The problem — In the entries that follow, how many lines contain the word "position"? Answer with the number only.

Extracted data —
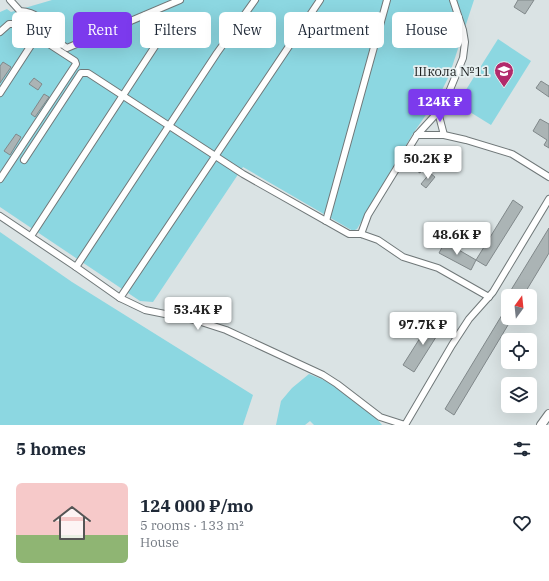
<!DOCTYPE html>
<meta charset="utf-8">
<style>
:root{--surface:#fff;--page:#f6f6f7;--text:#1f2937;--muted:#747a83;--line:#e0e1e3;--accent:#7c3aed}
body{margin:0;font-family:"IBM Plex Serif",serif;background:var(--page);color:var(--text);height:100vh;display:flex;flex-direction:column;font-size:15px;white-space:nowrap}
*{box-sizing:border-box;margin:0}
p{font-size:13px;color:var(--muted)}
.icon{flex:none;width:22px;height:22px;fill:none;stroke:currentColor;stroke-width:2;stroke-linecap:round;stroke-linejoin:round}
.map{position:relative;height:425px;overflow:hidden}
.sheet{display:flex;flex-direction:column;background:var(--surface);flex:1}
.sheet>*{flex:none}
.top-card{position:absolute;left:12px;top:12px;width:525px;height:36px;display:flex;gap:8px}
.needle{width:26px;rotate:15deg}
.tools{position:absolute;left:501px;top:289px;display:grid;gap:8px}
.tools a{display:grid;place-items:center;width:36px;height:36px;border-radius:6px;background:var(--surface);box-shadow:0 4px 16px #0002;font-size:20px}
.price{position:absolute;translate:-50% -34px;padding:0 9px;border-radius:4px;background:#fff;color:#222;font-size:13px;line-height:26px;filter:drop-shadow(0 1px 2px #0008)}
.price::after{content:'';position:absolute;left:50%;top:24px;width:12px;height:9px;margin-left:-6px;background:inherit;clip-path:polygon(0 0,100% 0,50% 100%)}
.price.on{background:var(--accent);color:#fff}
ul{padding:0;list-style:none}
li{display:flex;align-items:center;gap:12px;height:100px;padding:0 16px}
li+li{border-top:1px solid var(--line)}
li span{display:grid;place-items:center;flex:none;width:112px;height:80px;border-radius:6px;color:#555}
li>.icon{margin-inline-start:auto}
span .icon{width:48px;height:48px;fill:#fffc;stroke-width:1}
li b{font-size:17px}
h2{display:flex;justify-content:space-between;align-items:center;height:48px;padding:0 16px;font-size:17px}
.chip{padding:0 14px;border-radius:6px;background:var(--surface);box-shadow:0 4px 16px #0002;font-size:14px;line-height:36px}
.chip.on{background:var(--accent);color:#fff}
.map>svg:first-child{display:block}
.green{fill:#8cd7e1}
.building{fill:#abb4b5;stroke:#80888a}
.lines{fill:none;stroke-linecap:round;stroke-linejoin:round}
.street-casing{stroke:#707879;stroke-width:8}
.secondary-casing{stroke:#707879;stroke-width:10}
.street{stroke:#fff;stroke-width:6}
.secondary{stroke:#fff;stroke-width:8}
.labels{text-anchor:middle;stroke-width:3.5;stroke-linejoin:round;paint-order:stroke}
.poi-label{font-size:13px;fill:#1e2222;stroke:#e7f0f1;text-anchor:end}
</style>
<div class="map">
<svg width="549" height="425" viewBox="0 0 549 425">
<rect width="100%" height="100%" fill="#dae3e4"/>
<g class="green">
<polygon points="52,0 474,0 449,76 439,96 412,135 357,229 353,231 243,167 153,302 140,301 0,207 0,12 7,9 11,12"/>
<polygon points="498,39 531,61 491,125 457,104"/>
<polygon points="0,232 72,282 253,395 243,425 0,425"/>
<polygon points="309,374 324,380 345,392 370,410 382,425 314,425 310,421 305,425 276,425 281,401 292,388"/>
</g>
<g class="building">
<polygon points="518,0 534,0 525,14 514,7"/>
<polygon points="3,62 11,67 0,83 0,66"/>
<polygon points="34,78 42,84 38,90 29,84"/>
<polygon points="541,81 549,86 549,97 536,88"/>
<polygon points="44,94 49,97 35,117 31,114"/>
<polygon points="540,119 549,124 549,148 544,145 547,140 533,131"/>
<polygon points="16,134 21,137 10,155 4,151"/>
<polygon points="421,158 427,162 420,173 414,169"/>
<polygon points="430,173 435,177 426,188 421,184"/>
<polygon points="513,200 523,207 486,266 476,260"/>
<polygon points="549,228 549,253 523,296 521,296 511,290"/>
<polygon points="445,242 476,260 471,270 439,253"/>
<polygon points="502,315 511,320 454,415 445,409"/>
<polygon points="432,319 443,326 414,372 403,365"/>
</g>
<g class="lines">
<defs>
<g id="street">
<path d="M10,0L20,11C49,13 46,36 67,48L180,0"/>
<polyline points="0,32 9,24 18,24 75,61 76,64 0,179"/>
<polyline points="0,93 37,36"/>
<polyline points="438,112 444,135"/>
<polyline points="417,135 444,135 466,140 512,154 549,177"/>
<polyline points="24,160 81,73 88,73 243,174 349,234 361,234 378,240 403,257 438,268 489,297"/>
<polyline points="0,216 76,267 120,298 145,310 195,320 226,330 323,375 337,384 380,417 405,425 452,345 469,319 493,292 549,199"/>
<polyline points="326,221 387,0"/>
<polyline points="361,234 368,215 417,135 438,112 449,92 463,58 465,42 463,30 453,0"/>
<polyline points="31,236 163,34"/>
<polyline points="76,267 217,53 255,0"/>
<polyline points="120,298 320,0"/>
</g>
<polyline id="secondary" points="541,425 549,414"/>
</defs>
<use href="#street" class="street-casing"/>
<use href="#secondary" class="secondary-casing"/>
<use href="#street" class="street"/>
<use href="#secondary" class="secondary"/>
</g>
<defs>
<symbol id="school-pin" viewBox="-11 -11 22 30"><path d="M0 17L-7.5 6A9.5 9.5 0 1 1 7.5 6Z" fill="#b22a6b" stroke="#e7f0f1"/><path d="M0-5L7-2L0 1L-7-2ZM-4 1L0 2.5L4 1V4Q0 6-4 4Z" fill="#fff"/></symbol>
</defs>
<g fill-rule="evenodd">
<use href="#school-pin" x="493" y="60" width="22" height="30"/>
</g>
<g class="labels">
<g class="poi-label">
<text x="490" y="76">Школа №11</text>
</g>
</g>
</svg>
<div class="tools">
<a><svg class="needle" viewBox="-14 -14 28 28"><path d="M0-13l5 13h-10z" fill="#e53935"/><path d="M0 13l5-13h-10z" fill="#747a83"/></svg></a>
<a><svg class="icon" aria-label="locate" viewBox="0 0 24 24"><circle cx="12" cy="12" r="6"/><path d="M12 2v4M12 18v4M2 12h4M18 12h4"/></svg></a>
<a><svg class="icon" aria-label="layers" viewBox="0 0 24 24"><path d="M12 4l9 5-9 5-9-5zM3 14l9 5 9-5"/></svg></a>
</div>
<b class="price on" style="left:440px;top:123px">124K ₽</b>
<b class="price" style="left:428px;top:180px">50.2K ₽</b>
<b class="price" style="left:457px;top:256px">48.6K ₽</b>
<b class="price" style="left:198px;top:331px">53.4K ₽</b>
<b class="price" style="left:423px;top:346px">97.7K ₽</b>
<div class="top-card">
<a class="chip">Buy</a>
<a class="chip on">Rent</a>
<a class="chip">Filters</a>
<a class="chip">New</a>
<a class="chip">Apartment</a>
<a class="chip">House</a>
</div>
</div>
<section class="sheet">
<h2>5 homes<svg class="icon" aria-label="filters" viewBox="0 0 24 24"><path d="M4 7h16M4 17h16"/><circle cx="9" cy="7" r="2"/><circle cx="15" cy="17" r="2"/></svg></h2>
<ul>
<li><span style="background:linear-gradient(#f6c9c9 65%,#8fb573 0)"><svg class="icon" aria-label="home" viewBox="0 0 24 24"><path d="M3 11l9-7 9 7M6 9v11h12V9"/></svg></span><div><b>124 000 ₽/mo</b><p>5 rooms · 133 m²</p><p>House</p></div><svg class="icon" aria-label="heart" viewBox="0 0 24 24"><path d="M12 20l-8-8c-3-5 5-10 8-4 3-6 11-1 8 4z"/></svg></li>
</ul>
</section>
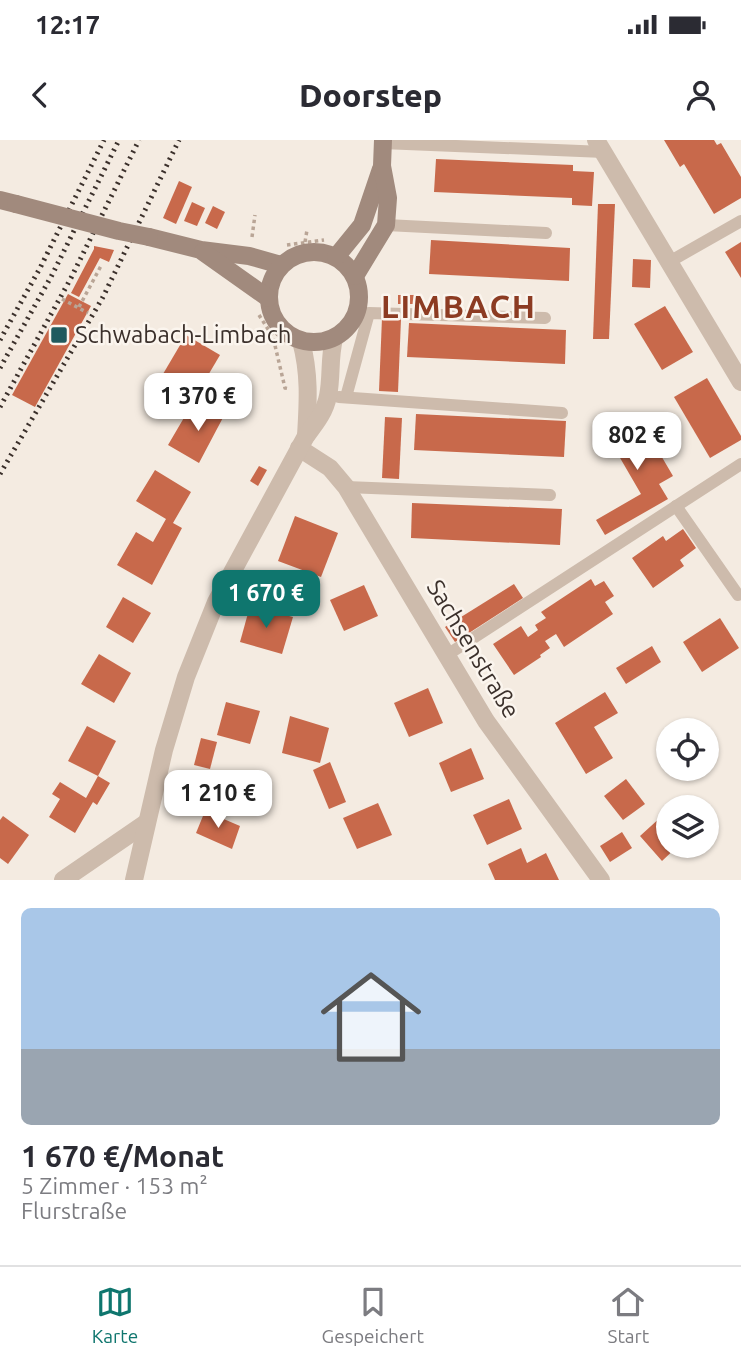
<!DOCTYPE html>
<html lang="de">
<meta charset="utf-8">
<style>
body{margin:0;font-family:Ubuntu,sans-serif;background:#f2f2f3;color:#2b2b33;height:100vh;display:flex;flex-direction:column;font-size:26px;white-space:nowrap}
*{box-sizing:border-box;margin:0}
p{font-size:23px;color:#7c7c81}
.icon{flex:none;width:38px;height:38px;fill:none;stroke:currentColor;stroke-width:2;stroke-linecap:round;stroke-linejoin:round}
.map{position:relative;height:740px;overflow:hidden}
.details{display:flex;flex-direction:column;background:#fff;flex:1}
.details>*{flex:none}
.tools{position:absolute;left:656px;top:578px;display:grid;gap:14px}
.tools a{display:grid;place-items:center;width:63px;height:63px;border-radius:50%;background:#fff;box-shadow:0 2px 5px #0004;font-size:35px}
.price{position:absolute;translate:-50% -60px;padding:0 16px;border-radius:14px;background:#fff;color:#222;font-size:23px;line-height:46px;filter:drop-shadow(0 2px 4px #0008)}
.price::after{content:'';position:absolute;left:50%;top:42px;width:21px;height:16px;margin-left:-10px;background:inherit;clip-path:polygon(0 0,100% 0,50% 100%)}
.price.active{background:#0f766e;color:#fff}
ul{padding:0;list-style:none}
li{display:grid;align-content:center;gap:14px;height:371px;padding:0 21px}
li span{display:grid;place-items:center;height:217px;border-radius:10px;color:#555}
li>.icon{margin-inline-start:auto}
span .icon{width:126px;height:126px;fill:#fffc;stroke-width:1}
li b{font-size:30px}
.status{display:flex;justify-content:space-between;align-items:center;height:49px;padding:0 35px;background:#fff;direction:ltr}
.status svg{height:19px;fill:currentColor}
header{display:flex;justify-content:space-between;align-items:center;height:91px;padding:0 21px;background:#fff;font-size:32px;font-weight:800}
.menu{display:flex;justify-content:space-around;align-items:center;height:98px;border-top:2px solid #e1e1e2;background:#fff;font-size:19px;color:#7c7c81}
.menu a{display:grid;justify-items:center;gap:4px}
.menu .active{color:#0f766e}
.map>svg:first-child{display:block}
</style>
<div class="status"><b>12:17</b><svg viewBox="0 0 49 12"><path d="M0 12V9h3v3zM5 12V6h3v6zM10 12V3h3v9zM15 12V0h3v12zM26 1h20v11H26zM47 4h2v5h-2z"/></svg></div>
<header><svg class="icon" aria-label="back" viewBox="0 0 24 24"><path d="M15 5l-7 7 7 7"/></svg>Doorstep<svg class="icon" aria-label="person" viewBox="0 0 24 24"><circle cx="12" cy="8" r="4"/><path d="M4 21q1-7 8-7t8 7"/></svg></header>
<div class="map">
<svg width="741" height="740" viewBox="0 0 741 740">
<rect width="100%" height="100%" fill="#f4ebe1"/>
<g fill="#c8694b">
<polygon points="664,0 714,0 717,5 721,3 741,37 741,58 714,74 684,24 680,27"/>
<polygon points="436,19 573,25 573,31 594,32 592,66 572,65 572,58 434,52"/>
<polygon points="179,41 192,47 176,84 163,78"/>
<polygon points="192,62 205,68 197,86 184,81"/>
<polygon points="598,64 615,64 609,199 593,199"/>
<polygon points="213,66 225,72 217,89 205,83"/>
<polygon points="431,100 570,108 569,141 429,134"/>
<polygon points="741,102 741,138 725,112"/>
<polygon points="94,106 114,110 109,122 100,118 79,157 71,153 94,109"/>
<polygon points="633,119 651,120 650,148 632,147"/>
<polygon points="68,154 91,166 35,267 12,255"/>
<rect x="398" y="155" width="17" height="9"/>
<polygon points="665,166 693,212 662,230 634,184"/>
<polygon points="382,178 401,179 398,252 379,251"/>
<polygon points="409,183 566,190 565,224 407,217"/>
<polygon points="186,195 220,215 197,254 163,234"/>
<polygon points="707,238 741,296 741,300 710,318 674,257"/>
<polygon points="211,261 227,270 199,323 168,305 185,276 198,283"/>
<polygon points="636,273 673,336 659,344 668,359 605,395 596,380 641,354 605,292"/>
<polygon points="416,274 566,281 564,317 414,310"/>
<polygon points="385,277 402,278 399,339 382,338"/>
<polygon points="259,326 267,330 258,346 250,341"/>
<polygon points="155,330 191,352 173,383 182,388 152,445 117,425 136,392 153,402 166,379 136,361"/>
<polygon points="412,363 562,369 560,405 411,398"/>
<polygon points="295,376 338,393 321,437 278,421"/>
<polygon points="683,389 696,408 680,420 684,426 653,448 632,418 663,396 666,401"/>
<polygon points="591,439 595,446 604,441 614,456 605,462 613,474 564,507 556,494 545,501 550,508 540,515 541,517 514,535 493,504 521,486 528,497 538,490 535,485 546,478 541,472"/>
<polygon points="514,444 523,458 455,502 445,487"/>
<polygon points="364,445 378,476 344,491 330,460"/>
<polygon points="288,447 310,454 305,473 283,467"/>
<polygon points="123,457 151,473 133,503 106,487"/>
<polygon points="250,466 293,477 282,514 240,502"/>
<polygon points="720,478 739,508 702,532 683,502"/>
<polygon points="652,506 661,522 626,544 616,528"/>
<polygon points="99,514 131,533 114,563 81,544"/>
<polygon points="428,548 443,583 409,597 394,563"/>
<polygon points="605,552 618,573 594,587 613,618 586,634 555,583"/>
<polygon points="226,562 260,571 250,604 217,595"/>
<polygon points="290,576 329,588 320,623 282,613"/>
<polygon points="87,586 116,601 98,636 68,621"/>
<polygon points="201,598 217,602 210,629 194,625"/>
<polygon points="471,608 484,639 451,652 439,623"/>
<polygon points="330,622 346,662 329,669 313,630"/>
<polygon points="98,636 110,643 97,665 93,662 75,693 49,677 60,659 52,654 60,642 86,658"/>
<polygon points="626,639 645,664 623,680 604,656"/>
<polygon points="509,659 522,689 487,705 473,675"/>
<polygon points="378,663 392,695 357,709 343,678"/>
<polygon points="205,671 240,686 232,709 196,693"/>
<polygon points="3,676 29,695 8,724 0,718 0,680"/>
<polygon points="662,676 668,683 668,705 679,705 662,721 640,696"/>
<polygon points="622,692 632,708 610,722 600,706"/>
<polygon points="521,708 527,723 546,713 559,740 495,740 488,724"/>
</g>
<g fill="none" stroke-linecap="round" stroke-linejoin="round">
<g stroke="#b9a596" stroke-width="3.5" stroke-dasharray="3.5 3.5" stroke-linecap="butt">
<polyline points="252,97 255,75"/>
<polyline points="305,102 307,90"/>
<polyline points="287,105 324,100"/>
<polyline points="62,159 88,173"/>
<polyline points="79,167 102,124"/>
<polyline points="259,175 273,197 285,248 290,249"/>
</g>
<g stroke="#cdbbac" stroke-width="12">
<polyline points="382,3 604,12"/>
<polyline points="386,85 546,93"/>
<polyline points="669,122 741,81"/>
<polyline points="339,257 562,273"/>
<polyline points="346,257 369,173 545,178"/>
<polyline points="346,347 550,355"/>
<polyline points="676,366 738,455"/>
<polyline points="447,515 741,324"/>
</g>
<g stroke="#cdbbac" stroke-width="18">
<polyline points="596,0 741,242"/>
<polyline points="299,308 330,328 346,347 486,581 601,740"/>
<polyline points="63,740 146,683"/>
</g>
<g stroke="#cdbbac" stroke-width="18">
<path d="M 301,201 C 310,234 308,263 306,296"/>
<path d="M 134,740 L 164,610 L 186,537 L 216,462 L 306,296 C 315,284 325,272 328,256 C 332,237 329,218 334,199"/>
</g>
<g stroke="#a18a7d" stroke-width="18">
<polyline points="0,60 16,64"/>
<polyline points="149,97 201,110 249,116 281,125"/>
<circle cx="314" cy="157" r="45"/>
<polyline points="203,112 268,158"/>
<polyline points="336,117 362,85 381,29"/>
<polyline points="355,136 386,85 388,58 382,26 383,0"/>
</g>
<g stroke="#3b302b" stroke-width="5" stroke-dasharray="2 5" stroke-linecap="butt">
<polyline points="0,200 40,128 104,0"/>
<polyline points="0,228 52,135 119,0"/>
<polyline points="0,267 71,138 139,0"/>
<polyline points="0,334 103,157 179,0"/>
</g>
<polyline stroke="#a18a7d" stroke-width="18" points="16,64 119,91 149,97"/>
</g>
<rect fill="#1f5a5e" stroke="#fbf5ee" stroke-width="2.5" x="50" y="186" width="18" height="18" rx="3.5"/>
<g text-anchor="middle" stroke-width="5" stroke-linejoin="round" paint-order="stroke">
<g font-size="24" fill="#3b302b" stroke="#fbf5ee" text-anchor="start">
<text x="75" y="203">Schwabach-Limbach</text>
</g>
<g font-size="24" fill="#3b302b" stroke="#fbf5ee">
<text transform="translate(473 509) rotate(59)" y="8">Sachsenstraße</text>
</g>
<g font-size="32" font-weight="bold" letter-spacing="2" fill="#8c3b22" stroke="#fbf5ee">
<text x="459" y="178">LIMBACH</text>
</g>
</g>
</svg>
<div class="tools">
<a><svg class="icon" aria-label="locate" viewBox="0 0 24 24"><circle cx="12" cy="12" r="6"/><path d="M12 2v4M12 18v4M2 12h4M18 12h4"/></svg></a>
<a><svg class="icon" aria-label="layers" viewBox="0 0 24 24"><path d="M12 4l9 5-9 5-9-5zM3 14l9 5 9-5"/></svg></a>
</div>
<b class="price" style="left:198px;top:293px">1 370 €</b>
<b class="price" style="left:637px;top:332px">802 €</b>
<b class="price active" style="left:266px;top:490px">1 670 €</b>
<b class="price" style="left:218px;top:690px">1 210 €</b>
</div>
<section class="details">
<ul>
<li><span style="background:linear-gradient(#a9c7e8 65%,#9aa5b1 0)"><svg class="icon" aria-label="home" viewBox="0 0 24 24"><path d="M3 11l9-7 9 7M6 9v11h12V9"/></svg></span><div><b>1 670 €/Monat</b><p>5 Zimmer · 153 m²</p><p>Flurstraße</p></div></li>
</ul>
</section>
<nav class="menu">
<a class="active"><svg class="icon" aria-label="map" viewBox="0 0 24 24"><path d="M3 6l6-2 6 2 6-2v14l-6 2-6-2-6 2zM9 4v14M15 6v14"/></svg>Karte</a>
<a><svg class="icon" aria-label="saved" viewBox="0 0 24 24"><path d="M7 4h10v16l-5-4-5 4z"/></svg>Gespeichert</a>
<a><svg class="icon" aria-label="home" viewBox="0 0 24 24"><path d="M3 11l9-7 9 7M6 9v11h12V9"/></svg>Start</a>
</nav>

Problem solution — 9